One of the most pressing economic problems faced by all postindependence Ghanaian governments was the overvaluation of the currency. The unit of currency is the cedi, which is divided into 100 pesewas. In 1961 Ghana broke with the British pound sterling and pegged the value of the cedi to the US dollar. As Ghana’s terms of trade worsened in the 1960s, the real value of the cedi fell; however, successive governments feared either to float the cedi or to adjust its value, thereby raising the cost of imports and consumer prices. The overthrow of the Busia regime in 1971, following the introduction of a devaluation package, reinforced the unpopularity of such a move. The Acheampong government reversed course and revalued the cedi. It also increased the money supply to pay Ghana’s debts, leading to a sharp divergence between the official and the real rates of exchange.
The overvalued cedi, on the one hand, and low, regulated prices for commodities, on the other, led to a robust smuggling industry and to an extensive black market in currency. It became common practice for Ghanaians, especially those living along the country’s border, to smuggle Ghanaian produce such as cocoa and minerals into neighboring francophone countries. After selling on the local market, Ghanaians would then return home and trade their hardcurrency Central African francs for cedis on the black market, making handsome profits. Smuggling and illegal currency operations had become so extensive by 1981 that the black market rate for cedis was 9.6 times higher than the official rate, up from 1.3 in 1972. At the same time, reliable estimates placed transactions in the parallel economy at fully one-third of Ghana’s GDP.

Fifteen months after the PNDC came to power, in April 1983, the government began efforts to devalue the cedi. Rawlings introduced a system of surcharges on imports and bonuses on exports that effectively devalued the currency, because the surcharges on imports amounted to 750 percent of the amount being spent, and the discounts on exports amounted to 990 percent. Further, an official devaluation began in October 1983 in which the exchange rate reached ¢90 to US$1 by March 1986. By 1993 ¢720 equaled US$1, and by late 1994, ¢1,023 equaled US$1.
In September 1986, the government sought alternative methods for establishing the value of the cedi. At that time, the government relinquished its direct role in determining the exchange rate. The rate was instead determined at regular currency auctions under the pressure of market forces on the basis of a two-tier exchange-rate system, with one rate for essentials and another for non-essentials. In April 1987, the two auctions were unified. In subsequent reforms also designed to diminish smuggling and illegal currency dealings, private foreign-exchange bureaus were permitted to trade in foreign currencies beginning at the end of March 1988. By July 1989, there were 148 such bureaus operating, ninety-nine in Accra and thirty in Ashanti Region, with the remainder in other urban centers.

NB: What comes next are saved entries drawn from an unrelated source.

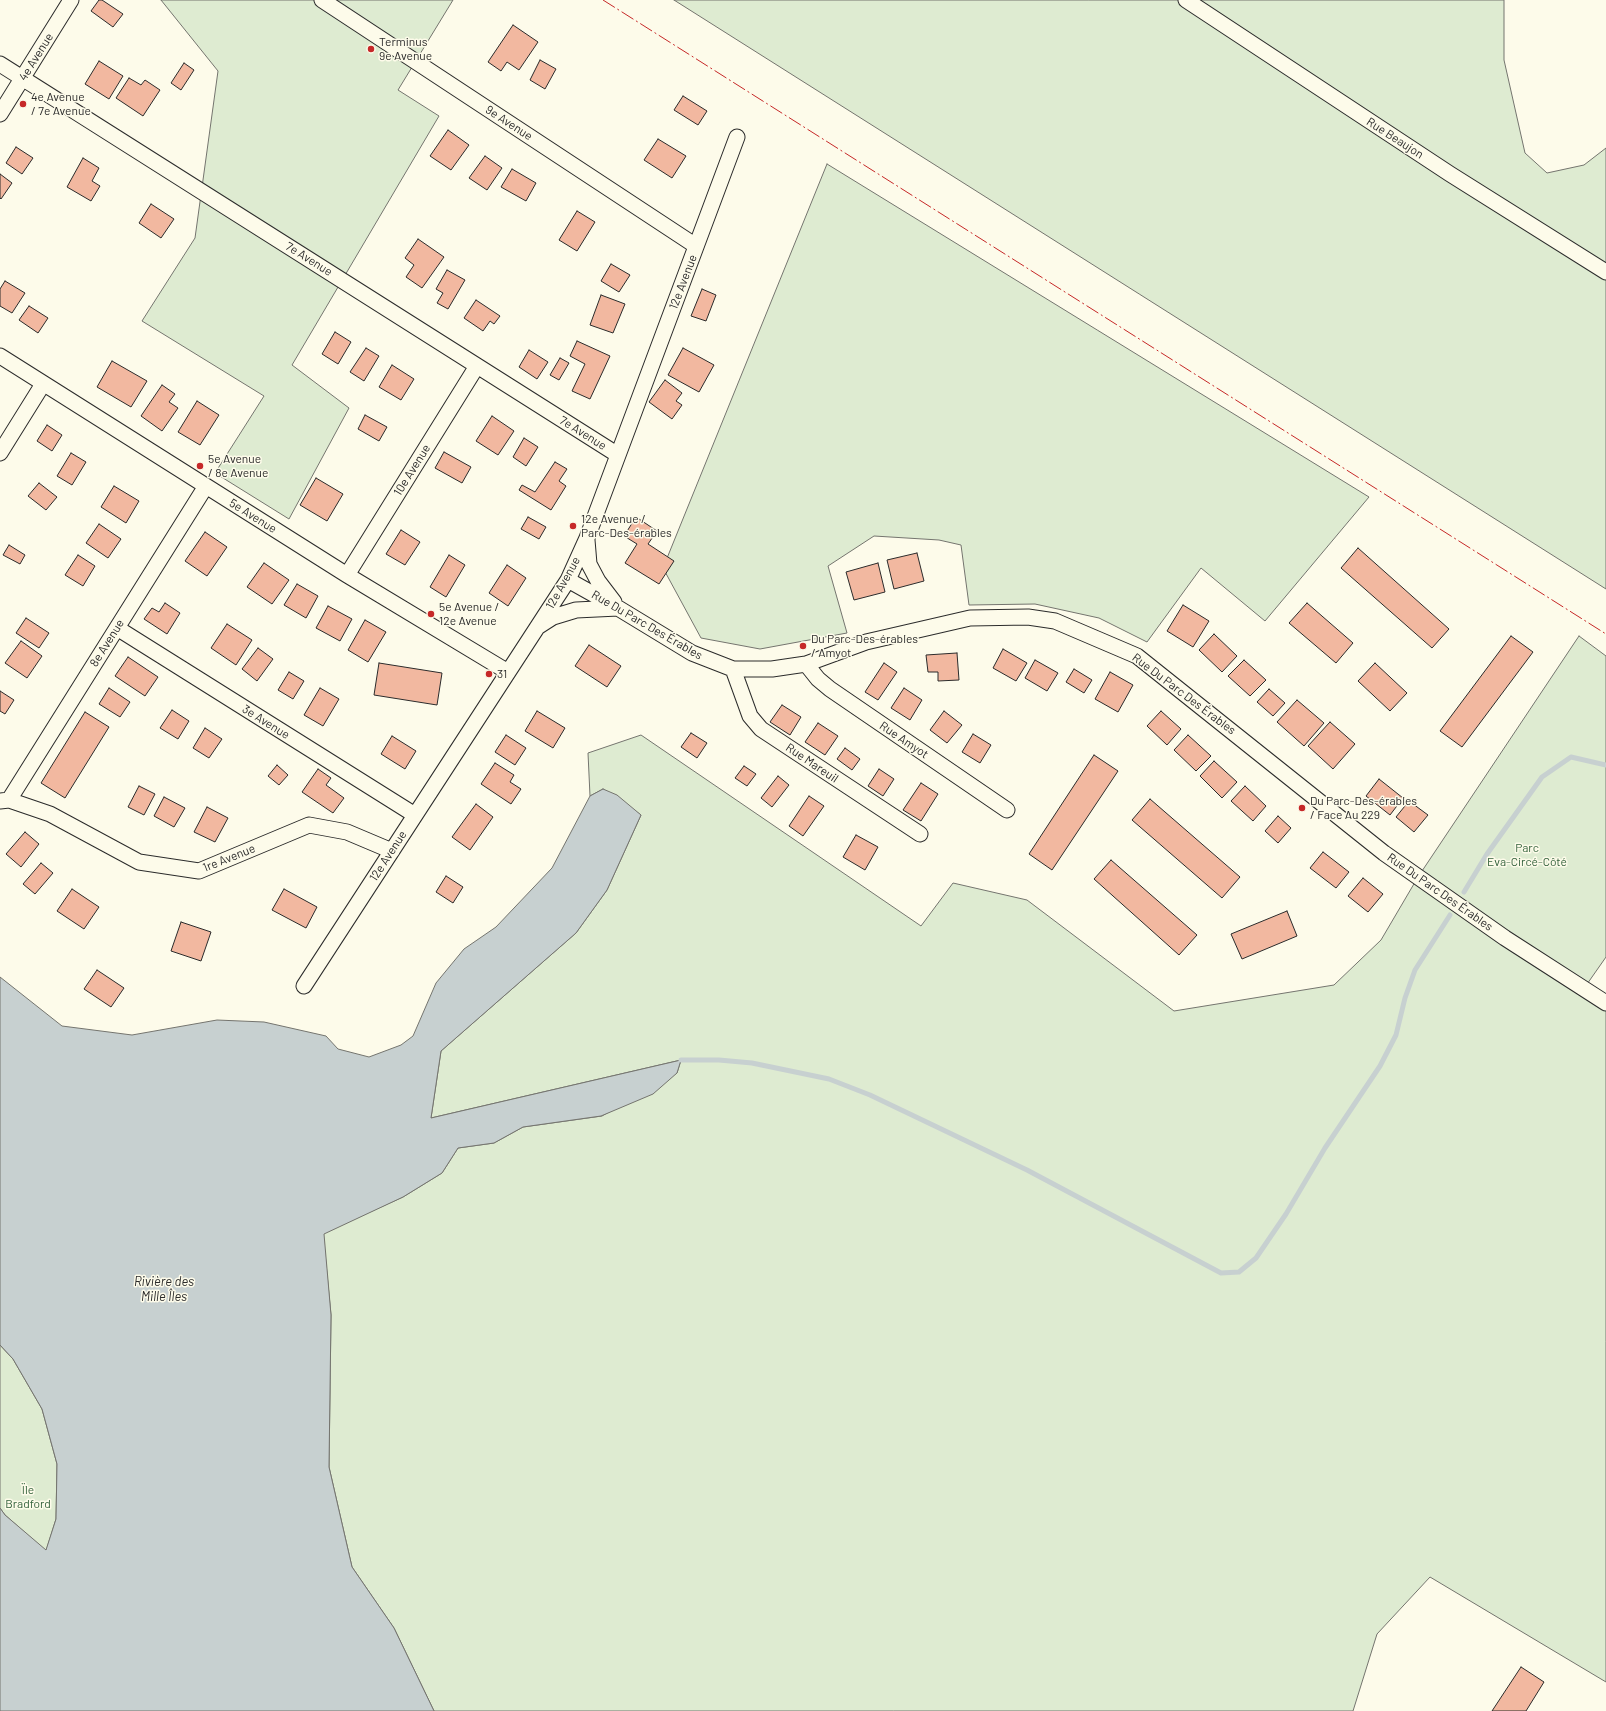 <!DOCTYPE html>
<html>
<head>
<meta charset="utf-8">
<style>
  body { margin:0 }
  canvas { display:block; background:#fdfbea }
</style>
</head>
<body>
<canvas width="1606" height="1711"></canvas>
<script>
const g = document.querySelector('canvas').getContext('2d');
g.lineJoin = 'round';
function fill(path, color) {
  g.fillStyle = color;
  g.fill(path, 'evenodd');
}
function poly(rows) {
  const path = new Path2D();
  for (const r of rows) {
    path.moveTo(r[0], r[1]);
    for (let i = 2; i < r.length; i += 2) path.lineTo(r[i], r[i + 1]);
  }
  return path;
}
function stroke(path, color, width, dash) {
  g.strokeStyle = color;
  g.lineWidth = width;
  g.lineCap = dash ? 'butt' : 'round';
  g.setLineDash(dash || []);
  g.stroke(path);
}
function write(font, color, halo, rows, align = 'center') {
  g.font = font + ' Barlow,sans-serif';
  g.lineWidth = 3;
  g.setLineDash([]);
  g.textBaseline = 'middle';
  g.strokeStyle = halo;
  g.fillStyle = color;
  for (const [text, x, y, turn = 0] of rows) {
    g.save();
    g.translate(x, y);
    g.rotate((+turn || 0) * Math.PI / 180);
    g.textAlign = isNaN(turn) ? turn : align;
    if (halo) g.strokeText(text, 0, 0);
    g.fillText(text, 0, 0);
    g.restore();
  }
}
const green = poly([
  [161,0,453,0,398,90,439,116,292,365,349,408,289,519,215,473,264,396,142,321,195,238,218,71,161,0],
  [674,0,1504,0,1504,60,1525,153,1547,173,1584,165,1606,148,1606,589,674,0],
  [827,164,1369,497,1265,621,1201,568,1147,642,1099,618,1035,604,969,605,961,545,939,540,874,536,828,566,847,633,760,649,701,638,663,568,827,164],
  [1579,636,1606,656,1606,957,1585,987,1606,1001,1606,1682,1430,1577,1377,1634,1353,1711,434,1711,394,1628,352,1567,329,1467,331,1315,323,1233,403,1197,442,1173,458,1148,494,1143,523,1127,602,1116,677,1073,681,1060,431,1118,441,1051,576,933,607,890,641,815,603,789,590,796,588,753,641,735,921,926,953,883,1027,900,1174,1011,1334,985,1381,940,1418,877,1579,636],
  [0,1345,13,1359,42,1409,57,1464,56,1519,46,1551,5,1515,0,1508,0,1345]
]);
const water = poly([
  [603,789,617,795,641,815,607,890,576,933,441,1051,431,1118,681,1060,677,1073,653,1094,601,1116,523,1127,494,1143,458,1148,442,1173,403,1197,324,1234,331,1315,329,1467,352,1567,394,1628,434,1711,0,1711,0,1508,5,1515,46,1550,56,1519,57,1464,42,1409,13,1359,0,1345,0,977,62,1026,132,1035,217,1020,264,1022,326,1036,338,1049,369,1057,401,1045,413,1036,436,983,464,949,496,927,552,868,590,796,603,789]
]);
const stream = poly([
  [1464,892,1487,854,1542,777,1571,757,1606,765],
  [681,1060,719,1060,752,1063,829,1079,870,1095,1027,1170,1221,1273,1239,1272,1256,1258,1286,1214,1325,1148,1380,1066,1396,1035,1405,998,1415,970,1450,915]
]);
const building = poly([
  [99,0,102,0,123,14,113,27,91,11,99,0],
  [513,25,538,42,519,70,507,62,501,71,488,62,513,25],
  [540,60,556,69,545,89,530,80,540,60],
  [99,61,123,76,109,99,85,84,99,61],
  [184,63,194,70,181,90,171,83,184,63],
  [129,78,141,85,145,80,160,90,143,116,116,98,129,78],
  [683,96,707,111,698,125,674,110,683,96],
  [448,130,469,145,451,170,430,156,448,130],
  [658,139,686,156,672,178,644,160,658,139],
  [16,147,33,158,22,174,6,163,16,147],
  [485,156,502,168,487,190,469,178,485,156],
  [83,158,99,168,92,181,100,186,91,201,67,187,83,158],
  [512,169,536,183,526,201,501,187,512,169],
  [0,174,12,183,1,199,0,198,0,174],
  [151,204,174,219,161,238,139,223,151,204],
  [577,211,595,222,577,251,559,240,577,211],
  [418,239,444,257,422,288,406,277,414,265,405,258,418,239],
  [611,264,630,275,619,292,601,281,611,264],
  [447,270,465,280,448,309,437,303,443,293,436,289,447,270],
  [5,281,25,293,12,313,0,306,0,289,5,281],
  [702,289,716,295,706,321,691,316,702,289],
  [601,295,625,304,613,333,590,325,601,295],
  [476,300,500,316,494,324,490,321,483,331,464,318,476,300],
  [29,306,48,318,38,333,19,320,29,306],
  [335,332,351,342,338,364,322,354,335,332],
  [577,341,610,356,590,399,572,391,585,364,570,356,577,341],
  [366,348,379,356,364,381,350,372,366,348],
  [683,348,714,365,699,392,668,375,683,348],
  [529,350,548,362,537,379,519,367,529,350],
  [560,358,569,363,559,380,550,375,560,358],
  [112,361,147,381,131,407,97,387,112,361],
  [392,365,414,379,401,400,379,387,392,365],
  [665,380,682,393,676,401,682,405,672,419,649,402,665,380],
  [162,385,175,394,169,402,178,408,162,431,141,416,162,385],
  [197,401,219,415,200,445,178,432,197,401],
  [365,415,387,427,379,441,358,429,365,415],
  [492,416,514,431,498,455,476,441,492,416],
  [47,425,62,435,52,451,37,441,47,425],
  [524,438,538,447,526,466,513,457,524,438],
  [444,452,471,467,462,483,435,468,444,452],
  [71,453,86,462,72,485,57,476,71,453],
  [555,462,567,469,559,481,566,486,551,510,519,490,522,485,535,492,555,462],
  [316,478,343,494,327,521,300,505,316,478],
  [39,483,57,497,46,510,28,496,39,483],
  [114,486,139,501,126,523,101,507,114,486],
  [528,517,546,527,539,539,521,529,528,517],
  [636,517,657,531,648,544,674,561,659,584,625,563,637,544,624,536,636,517],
  [99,524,121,539,108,558,86,543,99,524],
  [401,530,420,542,405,565,386,554,401,530],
  [205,532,227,547,207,576,185,561,205,532],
  [9,545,25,555,20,564,3,555,9,545],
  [1358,548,1449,629,1432,648,1341,568,1358,548],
  [917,553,924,581,894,589,887,560,917,553],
  [78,555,95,566,83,586,65,575,78,555],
  [449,555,465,565,446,597,430,587,449,555],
  [264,563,289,580,272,604,247,587,264,563],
  [878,563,885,592,854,600,846,572,878,563],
  [507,565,526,578,508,606,489,593,507,565],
  [297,584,318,596,306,618,284,605,297,584],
  [165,603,180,613,167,634,144,619,152,608,159,612,165,603],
  [1307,603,1353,643,1336,663,1289,623,1307,603],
  [1183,605,1209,621,1193,647,1167,631,1183,605],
  [328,606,352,619,340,641,316,628,328,606],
  [26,618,49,633,39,648,16,633,26,618],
  [365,620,386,632,368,662,348,650,365,620],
  [227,624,252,640,236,665,211,648,227,624],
  [1214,634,1237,656,1222,672,1199,650,1214,634],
  [1511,636,1533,652,1462,747,1440,731,1511,636],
  [21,641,42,656,27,678,5,663,21,641],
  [589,645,621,666,607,687,575,666,589,645],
  [258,648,273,659,257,681,242,669,258,648],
  [1003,649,1027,663,1016,681,993,668,1003,649],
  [957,653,959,680,938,681,938,672,928,672,926,655,957,653],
  [128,657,158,677,145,696,115,676,128,657],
  [1035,660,1058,673,1047,691,1025,678,1035,660],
  [1244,660,1266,680,1250,696,1228,676,1244,660],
  [379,663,442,673,437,705,374,695,379,663],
  [884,663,897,672,878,700,865,692,884,663],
  [1375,663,1407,693,1390,711,1358,681,1375,663],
  [1074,669,1092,680,1084,693,1066,682,1074,669],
  [289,672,304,681,293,699,278,690,289,672],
  [1110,672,1133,685,1118,712,1095,699,1110,672],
  [109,688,130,702,120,717,99,704,109,688],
  [320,688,339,699,323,726,304,715,320,688],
  [904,688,922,700,910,720,891,708,904,688],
  [1269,689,1285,703,1273,716,1257,702,1269,689],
  [0,691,14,700,5,714,0,711,0,691],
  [1297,700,1324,723,1304,746,1277,722,1297,700],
  [782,705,801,717,790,735,770,722,782,705],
  [172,710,189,721,178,739,160,728,172,710],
  [537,711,565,728,553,748,525,731,537,711],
  [944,711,962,725,947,743,930,730,944,711],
  [1161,711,1181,729,1167,745,1147,726,1161,711],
  [85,712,109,727,65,798,41,783,85,712],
  [1330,722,1355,744,1333,769,1308,746,1330,722],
  [818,723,838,736,825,755,805,742,818,723],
  [205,728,222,739,209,758,193,748,205,728],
  [691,733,707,743,697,758,681,747,691,733],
  [973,734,991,745,980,763,962,752,973,734],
  [506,735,526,748,515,765,495,752,506,735],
  [1188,735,1211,756,1196,771,1174,750,1188,735],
  [392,736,416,751,405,769,381,754,392,736],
  [845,748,860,759,852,770,837,759,845,748],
  [1094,755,1118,771,1052,870,1029,854,1094,755],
  [1214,761,1237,782,1222,798,1200,776,1214,761],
  [495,763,514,775,510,782,521,789,511,804,481,784,495,763],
  [277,765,288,775,279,785,268,776,277,765],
  [744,766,756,774,747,786,735,778,744,766],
  [318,769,331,778,326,785,344,798,333,813,302,792,318,769],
  [879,769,894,779,883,796,868,786,879,769],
  [778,776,789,785,772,807,761,798,778,776],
  [1379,779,1403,798,1390,815,1366,796,1379,779],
  [921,783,938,794,921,821,903,810,921,783],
  [139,786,155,794,144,815,128,807,139,786],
  [1245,786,1266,806,1253,821,1231,801,1245,786],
  [809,796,824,806,803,836,789,826,809,796],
  [164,797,185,808,174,827,154,816,164,797],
  [1150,799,1240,877,1222,898,1132,820,1150,799],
  [1409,801,1428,815,1414,832,1396,817,1409,801],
  [476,804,493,817,470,850,452,837,476,804],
  [207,807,228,818,215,842,194,832,207,807],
  [1278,816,1291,828,1278,843,1265,831,1278,816],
  [25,832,39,844,21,867,6,854,25,832],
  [856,835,878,847,865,870,843,857,856,835],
  [1323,852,1349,872,1336,888,1310,868,1323,852],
  [1111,860,1197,935,1179,955,1094,879,1111,860],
  [41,863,53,873,35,894,23,884,41,863],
  [446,876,463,887,453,903,436,892,446,876],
  [1363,878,1383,894,1368,912,1348,896,1363,878],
  [72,889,99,907,84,929,57,911,72,889],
  [284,889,317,907,306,928,272,910,284,889],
  [1287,911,1297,936,1242,959,1231,934,1287,911],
  [181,922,211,932,201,961,171,951,181,922],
  [97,970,124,988,111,1007,84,989,97,970],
  [1521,1667,1544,1682,1526,1711,1492,1711,1521,1667]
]);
const street = poly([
  [322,0,696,246],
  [1186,0,1450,174,1606,272],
  [0,64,618,455],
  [0,114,71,0],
  [0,356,347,575,508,672],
  [0,453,43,384],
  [587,540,589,564,598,581,614,602],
  [347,575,477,366],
  [568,580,618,608,692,653,733,669,772,669,806,664,866,642,970,618,1028,617,1055,621,1137,656,1384,853,1505,938,1606,1003],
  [539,626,553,617,576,610,618,608],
  [117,628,415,815],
  [806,664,818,679,830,689,1007,810],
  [733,669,750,716,761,729,920,834],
  [9,800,206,486],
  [0,801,9,800,50,814,139,862,199,871,309,825,347,832,392,851],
  [304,986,568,580,587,538,737,137]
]);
const power = poly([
  [603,0,1606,634]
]);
const markers = [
  [371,49,4,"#c62828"],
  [23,104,4,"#c62828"],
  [200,466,4,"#c62828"],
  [573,526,4,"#c62828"],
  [431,614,4,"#c62828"],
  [803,646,4,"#c62828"],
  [489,674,4,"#c62828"],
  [1302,808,4,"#c62828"]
];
const poiNames = [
  ["Terminus",379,42],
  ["9e Avenue",379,56],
  ["4e Avenue",31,97],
  ["/ 7e Avenue",31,111],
  ["5e Avenue",208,459],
  ["/ 8e Avenue",208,473],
  ["12e Avenue /",581,519],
  ["Parc-Des-érables",581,533],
  ["5e Avenue /",439,607],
  ["12e Avenue",439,621],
  ["Du Parc-Des-érables",811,639],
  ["/ Amyot",811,653],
  ["31",497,674],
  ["Du Parc-Des-érables",1310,801],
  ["/ Face Au 229",1310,815]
];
const streetNames = [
  ["4e Avenue",36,57,-58],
  ["9e Avenue",509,123,33],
  ["Rue Beaujon",1395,138,33],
  ["7e Avenue",309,259,32],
  ["12e Avenue",683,282,-69],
  ["7e Avenue",583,433,32],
  ["10e Avenue",412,470,-58],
  ["5e Avenue",253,516,32],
  ["12e Avenue",563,583,-61],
  ["Rue Du Parc Des Érables",647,625,30],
  ["8e Avenue",107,643,-58],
  ["Rue Du Parc Des Érables",1184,694,37],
  ["3e Avenue",266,722,32],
  ["Rue Amyot",904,740,34],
  ["Rue Mareuil",812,763,34],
  ["12e Avenue",388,856,-57],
  ["1re Avenue",229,858,-22],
  ["Rue Du Parc Des Érables",1440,892,35]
];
const parkNames = [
  ["Parc",1527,848],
  ["Eva-Circé-Côté",1527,862],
  ["Ïle",28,1490],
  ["Bradford",28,1504]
];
const waterNames = [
  ["Rivière des",164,1282],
  ["Mille Îles",164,1297]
];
fill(green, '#deebd1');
stroke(green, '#74746e', 1);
fill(water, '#c7d0d0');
stroke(water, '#74746e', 1);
stroke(stream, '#c7d0d0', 5);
fill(building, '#f2b8a0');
stroke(building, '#2b2b2b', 1);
stroke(street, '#2b2b2b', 17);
stroke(street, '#fdfbea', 15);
stroke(power, '#c62828', 1, [14, 3, 2, 3]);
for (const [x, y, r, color] of markers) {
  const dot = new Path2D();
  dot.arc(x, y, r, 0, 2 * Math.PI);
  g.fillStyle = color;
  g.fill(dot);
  stroke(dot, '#fdfbea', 1.5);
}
write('12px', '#2b2b2b', '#fdfbea', poiNames, 'left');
write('12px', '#2b2b2b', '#fdfbea', streetNames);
write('12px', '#34623c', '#fdfbea', parkNames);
write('italic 13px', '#2b2b2b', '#fdfbea', waterNames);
</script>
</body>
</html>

In 1987 US$207 million was allocated through the auction; and in 1988, US$267 million. By comparison, the foreign-exchange bureaus in the first year of operation, ending in March 1989, traded US$77 million worth of foreign currency, or about one-fourth the amount of foreign exchange allocated through the auction. Initially, prices at the auction and those at the foreign-exchange bureaus differed greatly. Efforts to reduce the difference, however, brought the gap from 29 percent in March 1988 to approximately 6 percent by February 1991. In early 1992, the auction was closed, although no official announcement was given.  Purchasers were referred to the Bank of Ghana, which used an exchange rate determined largely on the basis of market forces.
The government also successfully slowed growth in the money supply. In the late 1980s, the average annual growth rate reached 61 percent. By 1990 it had dropped to 13.3 percent but then accelerated slightly to 16.7 percent, standing at ¢317 million the following year. In 1991 the Bank of Ghana introduced a ¢1,000 note, the highest denomination issued since independence in 1957. Previously, the highest denomination had been ¢500. A total of ¢50 billion of the new notes was printed.